━━ Dataset excerpt ━━

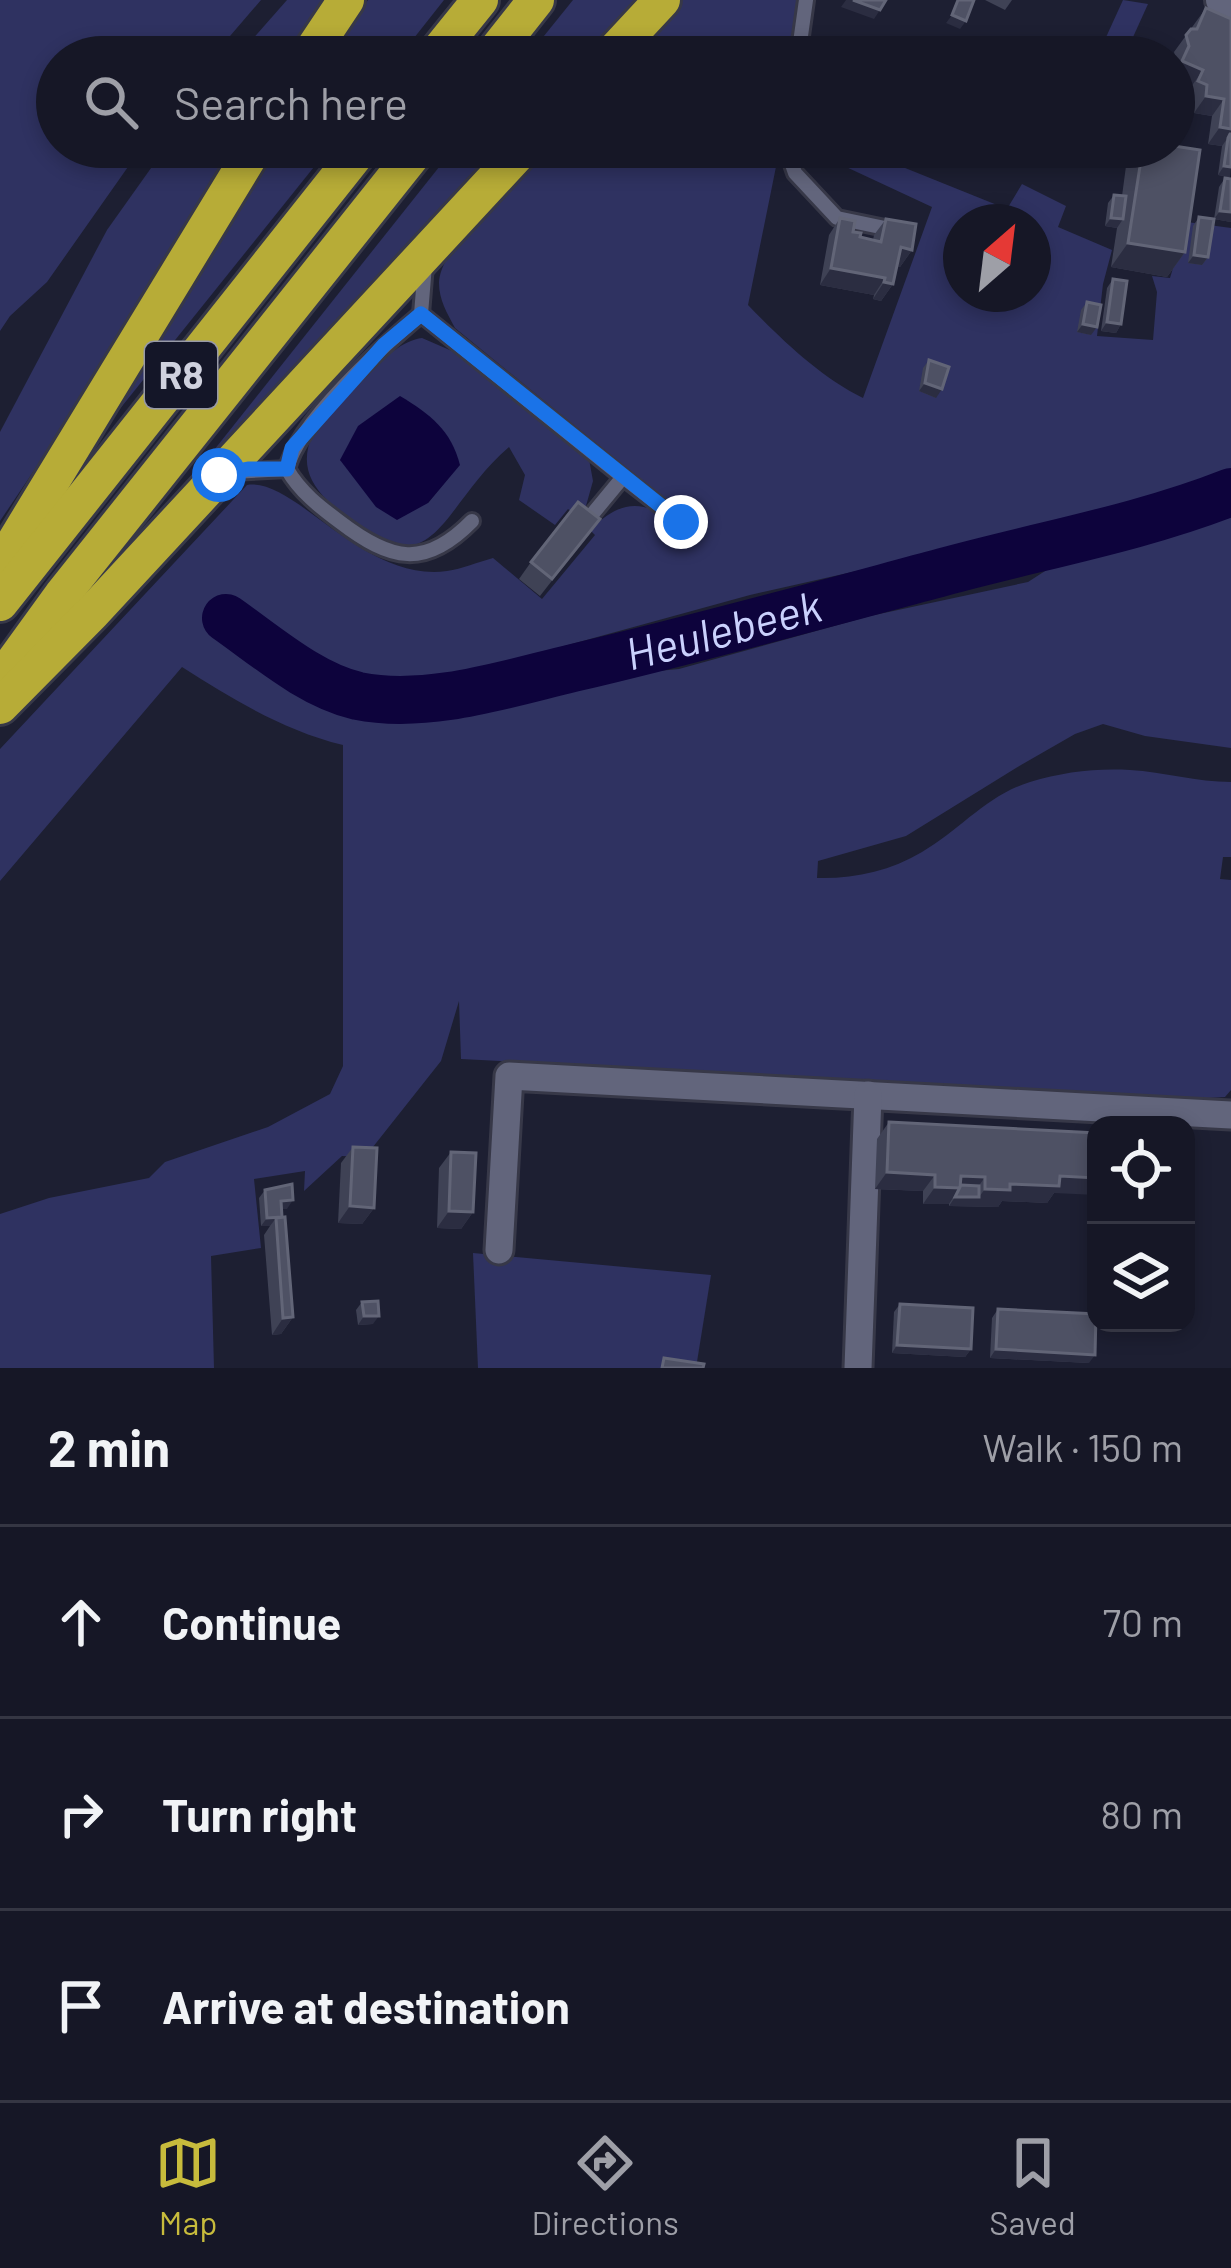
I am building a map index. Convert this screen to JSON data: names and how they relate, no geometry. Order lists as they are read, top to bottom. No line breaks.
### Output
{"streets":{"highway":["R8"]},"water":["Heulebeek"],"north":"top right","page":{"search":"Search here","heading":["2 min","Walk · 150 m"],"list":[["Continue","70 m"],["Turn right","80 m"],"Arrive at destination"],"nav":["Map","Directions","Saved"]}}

━━━

(Task requirements) Since the pictures are not wanted, give the material again exactly without them.

(Response area)
I am building a map index. Convert this screen to JSON data: names and how they relate, no geometry. Order lists as they are read, top to bottom. No line breaks.
### Output
{"streets":{"highway":["R8"]},"water":["Heulebeek"],"north":"top right","page":{"search":"Search here","heading":["2 min","Walk · 150 m"],"list":[["Continue","70 m"],["Turn right","80 m"],"Arrive at destination"],"nav":["Map","Directions","Saved"]}}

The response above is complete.